What raises a Maine fishing experience to an incomparable level? A stay in a classic sporting camp.

Dating back as far as the late 19th century, when “sports” first began coming to the Maine woods, there are more than 40 members of the Maine Sporting Camp Association. All of them are privately owned and dedicated to the great outdoors. The classic Maine sporting camp is typically quite remote, engagingly set on a lakeshore or a river bank, with a rustic log lodge and a small number of guest cabins.

Courtesy Grant’s Camps

The décor is typically comfortable chairs around a stone fireplace and an array of bobcats, moose and bear mounts, great horned owls, fisher cats and leaping salmon, a talented taxidermist’s homage to the great traditions of the Maine woods. If there’s a vintage canvas canoe suspended in the rafters, so much the better.
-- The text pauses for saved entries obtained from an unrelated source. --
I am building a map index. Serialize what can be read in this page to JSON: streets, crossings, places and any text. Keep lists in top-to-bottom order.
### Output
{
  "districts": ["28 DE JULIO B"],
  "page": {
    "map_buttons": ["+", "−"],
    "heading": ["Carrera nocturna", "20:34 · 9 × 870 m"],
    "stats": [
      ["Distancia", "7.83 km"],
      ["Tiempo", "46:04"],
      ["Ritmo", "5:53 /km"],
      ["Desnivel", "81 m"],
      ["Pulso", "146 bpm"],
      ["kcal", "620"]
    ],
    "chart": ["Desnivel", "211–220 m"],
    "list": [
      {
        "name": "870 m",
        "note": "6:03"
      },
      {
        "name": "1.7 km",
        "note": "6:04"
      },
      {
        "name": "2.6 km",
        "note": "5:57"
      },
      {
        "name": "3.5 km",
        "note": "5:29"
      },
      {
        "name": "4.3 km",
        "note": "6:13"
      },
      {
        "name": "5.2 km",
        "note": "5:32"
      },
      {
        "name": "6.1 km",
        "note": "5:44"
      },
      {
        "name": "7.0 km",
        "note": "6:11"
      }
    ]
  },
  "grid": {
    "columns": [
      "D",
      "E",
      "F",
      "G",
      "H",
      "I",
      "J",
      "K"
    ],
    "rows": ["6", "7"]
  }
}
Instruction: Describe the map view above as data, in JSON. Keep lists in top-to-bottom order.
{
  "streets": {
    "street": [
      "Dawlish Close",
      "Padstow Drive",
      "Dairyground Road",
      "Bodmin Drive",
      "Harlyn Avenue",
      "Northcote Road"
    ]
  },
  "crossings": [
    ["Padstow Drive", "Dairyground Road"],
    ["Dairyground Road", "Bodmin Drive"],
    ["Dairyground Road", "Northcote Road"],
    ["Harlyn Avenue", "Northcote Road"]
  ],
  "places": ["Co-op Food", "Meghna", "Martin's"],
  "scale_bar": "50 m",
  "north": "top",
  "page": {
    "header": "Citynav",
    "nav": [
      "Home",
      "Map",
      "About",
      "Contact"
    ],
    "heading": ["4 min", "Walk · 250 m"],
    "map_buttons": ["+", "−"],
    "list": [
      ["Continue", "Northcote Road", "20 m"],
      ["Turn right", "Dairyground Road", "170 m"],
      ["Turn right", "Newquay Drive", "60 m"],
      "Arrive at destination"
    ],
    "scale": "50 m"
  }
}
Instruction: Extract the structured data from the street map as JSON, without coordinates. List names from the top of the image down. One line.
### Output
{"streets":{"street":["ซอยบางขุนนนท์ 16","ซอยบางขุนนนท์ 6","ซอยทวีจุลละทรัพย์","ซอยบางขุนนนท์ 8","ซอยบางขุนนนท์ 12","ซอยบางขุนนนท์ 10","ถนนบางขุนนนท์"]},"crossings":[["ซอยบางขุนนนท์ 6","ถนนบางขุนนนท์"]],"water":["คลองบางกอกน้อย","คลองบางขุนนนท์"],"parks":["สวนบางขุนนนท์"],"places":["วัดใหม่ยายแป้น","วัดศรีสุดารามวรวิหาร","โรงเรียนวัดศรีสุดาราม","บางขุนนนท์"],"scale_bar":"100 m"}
A floatplane at Libby Camps. Credit Libby Camps

Fishermen head out on morning and evening excursions in a canoe or guide boat. You can also hire a Registered Maine Guide for the day to lead you to promising waters. Some lodges offer fishing trips to remoter ponds and lakes by floatplane. Three hearty meals a day — thogh lunch is often a packed lunch by the kitchen staff to take out on the water — are followed by tall tales around a fireplace or with a drink in hand in an Adirondack rocker. This the tried and true evening entertainment at a sporting camp. With a history that goes back to the Rangeley Lake camps of the 1860’s, you won’t find these camps anywhere else but in Maine.